### GOAL OF THE EXERCISE
When you reach the line containing "Convert this screenshot" in the entries below, start writing out each line exactly, and stop after the line containing "Task: Read the".

### GIVEN RECORDS
################

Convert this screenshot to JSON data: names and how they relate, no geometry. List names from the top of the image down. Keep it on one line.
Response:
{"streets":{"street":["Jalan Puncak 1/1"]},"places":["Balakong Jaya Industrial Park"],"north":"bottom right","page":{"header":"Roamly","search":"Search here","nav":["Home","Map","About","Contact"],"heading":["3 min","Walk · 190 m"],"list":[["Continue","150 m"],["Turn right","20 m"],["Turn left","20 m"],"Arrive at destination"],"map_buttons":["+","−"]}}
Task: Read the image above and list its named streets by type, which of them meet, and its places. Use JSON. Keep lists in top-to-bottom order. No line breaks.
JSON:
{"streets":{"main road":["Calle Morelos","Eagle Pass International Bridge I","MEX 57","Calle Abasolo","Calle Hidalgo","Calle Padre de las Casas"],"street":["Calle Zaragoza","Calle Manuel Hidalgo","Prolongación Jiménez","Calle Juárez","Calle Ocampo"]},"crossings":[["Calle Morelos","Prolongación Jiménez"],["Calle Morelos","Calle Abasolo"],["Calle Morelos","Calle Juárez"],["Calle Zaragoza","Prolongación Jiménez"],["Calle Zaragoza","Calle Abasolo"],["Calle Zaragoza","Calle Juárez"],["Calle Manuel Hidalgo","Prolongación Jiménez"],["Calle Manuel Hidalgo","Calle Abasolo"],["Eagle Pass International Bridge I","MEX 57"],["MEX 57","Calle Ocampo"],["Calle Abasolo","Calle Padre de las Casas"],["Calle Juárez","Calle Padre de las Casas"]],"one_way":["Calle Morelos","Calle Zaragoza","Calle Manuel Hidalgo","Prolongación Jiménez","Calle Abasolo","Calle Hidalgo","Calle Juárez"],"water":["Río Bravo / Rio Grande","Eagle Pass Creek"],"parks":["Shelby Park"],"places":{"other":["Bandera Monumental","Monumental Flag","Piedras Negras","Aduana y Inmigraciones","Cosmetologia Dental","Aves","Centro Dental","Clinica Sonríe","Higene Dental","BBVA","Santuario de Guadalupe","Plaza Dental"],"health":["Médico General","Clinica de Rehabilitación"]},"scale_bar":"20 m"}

################

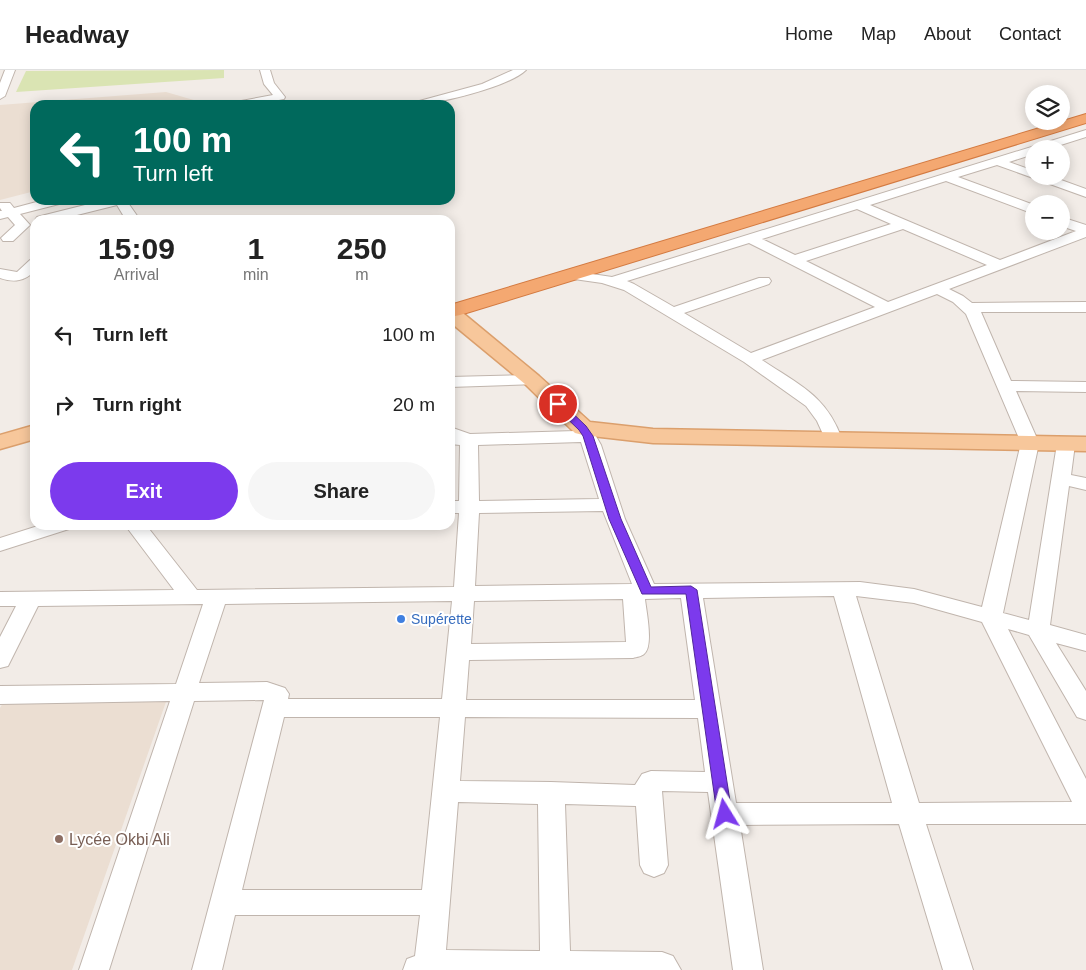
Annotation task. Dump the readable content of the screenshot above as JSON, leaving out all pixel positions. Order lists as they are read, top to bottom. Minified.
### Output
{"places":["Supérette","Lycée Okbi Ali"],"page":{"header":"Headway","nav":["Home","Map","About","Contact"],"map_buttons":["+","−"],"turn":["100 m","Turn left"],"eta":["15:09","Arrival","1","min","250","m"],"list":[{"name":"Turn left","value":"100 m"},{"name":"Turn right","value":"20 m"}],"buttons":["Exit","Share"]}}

################

### THE COMPLETED TASK
Convert this screenshot to JSON data: names and how they relate, no geometry. List names from the top of the image down. Keep it on one line.
Response:
{"streets":{"street":["Jalan Puncak 1/1"]},"places":["Balakong Jaya Industrial Park"],"north":"bottom right","page":{"header":"Roamly","search":"Search here","nav":["Home","Map","About","Contact"],"heading":["3 min","Walk · 190 m"],"list":[["Continue","150 m"],["Turn right","20 m"],["Turn left","20 m"],"Arrive at destination"],"map_buttons":["+","−"]}}
Task: Read the image above and list its named streets by type, which of them meet, and its places. Use JSON. Keep lists in top-to-bottom order. No line breaks.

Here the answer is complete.